> [TASK OBJECTIVE]
I would like each line of the data that holds the word "column" copied out.

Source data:
>>

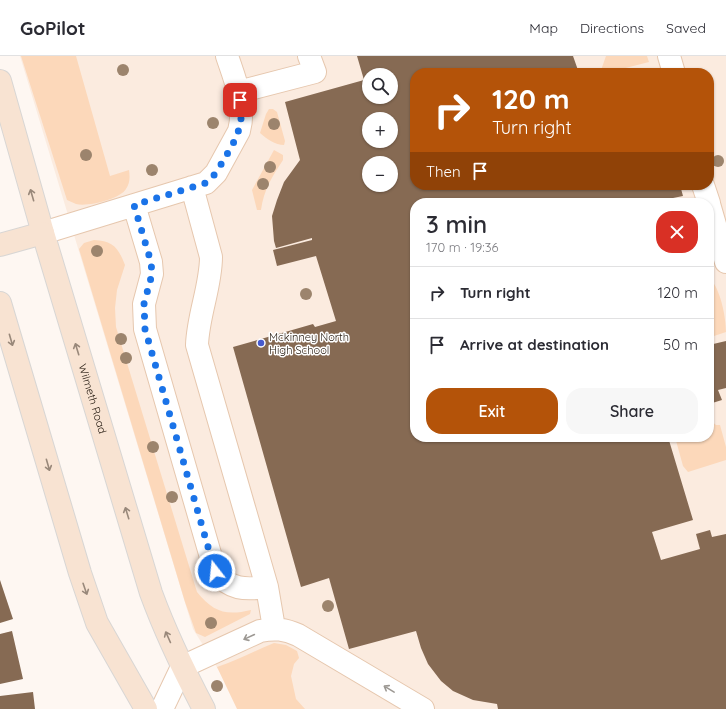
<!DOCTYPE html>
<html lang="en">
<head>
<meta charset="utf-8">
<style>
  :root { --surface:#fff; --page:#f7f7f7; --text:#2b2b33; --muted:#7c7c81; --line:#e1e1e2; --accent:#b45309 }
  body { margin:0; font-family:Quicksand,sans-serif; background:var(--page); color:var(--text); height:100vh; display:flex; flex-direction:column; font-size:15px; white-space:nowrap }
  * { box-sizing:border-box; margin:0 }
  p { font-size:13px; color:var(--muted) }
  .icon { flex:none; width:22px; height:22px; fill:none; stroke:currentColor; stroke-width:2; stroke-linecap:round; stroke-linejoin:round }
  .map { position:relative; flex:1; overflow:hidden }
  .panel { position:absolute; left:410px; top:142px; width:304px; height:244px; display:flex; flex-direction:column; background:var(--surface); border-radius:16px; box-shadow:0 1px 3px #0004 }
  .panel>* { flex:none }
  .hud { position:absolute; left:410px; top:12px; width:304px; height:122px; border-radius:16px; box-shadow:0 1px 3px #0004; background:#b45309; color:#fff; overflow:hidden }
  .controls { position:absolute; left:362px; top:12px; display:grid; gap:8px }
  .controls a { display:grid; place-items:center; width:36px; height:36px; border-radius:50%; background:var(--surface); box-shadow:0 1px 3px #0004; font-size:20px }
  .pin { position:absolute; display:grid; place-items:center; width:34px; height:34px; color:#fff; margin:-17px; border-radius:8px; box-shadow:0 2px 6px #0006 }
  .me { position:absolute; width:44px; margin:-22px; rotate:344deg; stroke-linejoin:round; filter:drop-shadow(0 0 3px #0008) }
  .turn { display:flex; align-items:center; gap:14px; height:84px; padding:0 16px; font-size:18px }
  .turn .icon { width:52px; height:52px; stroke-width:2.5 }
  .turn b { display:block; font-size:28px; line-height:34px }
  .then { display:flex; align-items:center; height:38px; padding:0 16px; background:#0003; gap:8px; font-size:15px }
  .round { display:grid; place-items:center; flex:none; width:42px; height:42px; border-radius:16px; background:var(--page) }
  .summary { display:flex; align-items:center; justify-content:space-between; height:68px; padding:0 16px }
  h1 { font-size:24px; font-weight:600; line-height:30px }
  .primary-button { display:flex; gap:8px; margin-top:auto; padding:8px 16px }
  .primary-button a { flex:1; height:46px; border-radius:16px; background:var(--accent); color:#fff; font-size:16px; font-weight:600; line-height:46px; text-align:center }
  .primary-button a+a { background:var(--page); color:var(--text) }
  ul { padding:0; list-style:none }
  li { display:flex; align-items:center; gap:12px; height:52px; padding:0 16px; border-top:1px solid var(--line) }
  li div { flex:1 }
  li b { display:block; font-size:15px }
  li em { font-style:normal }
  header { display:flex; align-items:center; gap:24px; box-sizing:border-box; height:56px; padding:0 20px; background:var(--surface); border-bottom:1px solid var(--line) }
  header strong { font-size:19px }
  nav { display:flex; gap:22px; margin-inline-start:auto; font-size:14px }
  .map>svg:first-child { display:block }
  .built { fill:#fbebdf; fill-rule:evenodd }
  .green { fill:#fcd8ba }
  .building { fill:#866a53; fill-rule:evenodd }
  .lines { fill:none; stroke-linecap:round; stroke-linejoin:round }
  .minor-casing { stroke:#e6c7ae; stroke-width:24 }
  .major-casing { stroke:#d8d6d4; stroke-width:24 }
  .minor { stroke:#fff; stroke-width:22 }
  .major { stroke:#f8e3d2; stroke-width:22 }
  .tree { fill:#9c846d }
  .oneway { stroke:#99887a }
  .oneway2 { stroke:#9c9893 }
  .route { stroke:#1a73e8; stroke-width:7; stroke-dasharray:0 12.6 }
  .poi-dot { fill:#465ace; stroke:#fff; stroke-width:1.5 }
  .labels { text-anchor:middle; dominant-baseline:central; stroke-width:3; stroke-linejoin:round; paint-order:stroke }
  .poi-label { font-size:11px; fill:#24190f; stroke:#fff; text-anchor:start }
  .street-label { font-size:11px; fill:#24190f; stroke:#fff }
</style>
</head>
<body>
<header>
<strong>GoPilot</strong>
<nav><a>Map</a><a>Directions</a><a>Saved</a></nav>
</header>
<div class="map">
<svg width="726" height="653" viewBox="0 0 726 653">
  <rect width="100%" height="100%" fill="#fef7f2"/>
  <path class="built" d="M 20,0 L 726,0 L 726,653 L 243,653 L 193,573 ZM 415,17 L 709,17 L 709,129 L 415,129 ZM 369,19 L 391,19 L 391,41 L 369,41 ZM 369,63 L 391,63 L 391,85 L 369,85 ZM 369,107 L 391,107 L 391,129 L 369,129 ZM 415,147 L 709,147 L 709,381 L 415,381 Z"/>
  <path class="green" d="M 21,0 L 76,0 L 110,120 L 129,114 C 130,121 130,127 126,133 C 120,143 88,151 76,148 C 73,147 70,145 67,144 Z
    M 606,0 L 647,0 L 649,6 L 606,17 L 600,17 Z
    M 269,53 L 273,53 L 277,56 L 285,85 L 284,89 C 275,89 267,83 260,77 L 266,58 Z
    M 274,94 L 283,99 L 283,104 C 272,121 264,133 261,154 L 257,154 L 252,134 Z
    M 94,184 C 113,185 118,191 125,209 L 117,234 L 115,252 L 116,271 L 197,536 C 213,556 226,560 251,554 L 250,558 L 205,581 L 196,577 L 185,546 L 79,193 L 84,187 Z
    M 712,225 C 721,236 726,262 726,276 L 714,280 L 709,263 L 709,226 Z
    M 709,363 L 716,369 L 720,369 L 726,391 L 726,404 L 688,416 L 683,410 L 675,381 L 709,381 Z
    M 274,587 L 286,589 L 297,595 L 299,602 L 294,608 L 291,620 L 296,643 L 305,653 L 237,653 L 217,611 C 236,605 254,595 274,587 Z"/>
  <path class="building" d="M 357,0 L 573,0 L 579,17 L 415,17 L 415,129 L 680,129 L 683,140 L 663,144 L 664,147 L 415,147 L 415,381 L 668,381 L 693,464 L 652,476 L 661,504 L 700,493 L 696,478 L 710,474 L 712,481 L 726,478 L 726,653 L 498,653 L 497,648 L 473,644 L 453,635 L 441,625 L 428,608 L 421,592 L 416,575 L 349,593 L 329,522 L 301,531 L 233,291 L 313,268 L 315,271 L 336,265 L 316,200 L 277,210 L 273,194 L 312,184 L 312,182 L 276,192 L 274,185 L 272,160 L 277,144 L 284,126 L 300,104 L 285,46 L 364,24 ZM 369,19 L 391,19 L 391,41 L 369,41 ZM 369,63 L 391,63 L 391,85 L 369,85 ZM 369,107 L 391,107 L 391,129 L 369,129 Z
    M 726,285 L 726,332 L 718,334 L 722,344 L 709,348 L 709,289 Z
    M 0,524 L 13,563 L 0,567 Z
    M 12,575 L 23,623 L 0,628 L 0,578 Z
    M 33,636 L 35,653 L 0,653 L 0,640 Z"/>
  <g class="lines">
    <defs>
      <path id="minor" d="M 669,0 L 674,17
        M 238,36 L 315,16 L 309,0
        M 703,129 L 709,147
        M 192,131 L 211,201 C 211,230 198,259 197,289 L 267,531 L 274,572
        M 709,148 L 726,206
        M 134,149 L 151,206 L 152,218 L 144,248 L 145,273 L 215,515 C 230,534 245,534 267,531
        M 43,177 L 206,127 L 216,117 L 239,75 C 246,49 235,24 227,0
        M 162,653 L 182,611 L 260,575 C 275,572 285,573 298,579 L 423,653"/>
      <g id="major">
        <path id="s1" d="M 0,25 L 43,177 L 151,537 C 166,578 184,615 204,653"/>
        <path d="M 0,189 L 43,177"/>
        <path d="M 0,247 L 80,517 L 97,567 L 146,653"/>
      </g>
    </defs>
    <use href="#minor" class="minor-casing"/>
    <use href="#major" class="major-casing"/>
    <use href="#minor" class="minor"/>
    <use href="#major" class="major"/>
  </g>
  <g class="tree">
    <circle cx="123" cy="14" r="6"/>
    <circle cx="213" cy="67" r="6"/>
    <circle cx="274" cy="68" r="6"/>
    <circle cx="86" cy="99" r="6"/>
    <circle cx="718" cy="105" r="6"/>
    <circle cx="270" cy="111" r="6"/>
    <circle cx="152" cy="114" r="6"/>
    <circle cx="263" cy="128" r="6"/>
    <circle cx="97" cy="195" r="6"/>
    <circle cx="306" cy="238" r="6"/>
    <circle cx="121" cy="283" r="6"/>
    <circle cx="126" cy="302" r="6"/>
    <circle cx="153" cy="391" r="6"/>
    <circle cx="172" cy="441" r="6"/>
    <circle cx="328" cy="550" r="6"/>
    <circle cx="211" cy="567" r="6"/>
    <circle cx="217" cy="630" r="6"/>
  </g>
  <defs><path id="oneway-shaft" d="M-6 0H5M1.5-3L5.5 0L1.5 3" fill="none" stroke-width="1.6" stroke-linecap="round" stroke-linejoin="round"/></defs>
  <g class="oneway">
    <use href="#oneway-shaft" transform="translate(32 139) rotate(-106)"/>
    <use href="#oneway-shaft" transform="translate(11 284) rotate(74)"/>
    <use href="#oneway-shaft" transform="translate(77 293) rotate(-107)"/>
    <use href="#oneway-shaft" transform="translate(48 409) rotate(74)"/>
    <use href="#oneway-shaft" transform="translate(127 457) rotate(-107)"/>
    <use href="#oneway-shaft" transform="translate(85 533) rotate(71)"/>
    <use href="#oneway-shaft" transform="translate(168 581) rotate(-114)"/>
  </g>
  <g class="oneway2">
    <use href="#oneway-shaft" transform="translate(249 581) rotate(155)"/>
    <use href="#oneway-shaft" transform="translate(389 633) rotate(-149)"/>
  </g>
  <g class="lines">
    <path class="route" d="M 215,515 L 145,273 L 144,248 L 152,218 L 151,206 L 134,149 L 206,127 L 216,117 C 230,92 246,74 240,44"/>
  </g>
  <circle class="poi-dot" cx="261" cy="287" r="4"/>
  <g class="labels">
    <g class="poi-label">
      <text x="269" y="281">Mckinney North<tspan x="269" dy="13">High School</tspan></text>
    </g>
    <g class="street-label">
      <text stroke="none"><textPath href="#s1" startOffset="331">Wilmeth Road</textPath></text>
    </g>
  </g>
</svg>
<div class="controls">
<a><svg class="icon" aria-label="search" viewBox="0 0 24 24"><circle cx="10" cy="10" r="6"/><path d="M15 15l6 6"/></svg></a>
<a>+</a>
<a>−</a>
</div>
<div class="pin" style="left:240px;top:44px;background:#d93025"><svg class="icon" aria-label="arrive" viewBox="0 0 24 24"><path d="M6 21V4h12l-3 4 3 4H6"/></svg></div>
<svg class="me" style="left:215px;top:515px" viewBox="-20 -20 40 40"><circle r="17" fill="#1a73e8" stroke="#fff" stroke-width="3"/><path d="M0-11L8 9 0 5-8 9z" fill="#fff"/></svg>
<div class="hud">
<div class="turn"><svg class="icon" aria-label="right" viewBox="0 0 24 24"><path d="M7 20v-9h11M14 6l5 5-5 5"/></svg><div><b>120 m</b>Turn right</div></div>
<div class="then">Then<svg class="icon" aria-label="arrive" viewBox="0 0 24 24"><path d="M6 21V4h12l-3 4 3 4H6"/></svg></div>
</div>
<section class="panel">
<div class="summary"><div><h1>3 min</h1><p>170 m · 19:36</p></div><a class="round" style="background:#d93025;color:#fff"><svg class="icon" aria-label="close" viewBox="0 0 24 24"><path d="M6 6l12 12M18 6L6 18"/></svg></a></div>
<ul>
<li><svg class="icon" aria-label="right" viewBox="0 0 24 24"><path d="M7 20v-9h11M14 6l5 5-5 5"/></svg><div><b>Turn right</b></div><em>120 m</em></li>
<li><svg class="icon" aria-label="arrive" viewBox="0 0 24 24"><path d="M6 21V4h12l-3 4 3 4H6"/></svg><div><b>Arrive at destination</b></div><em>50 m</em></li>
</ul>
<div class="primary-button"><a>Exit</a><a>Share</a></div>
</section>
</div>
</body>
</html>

<<

> [RESULT OF THE EXERCISE]
  body { margin:0; font-family:Quicksand,sans-serif; background:var(--page); color:var(--text); height:100vh; display:flex; flex-direction:column; font-size:15px; white-space:nowrap }
  .panel { position:absolute; left:410px; top:142px; width:304px; height:244px; display:flex; flex-direction:column; background:var(--surface); border-radius:16px; box-shadow:0 1px 3px #0004 }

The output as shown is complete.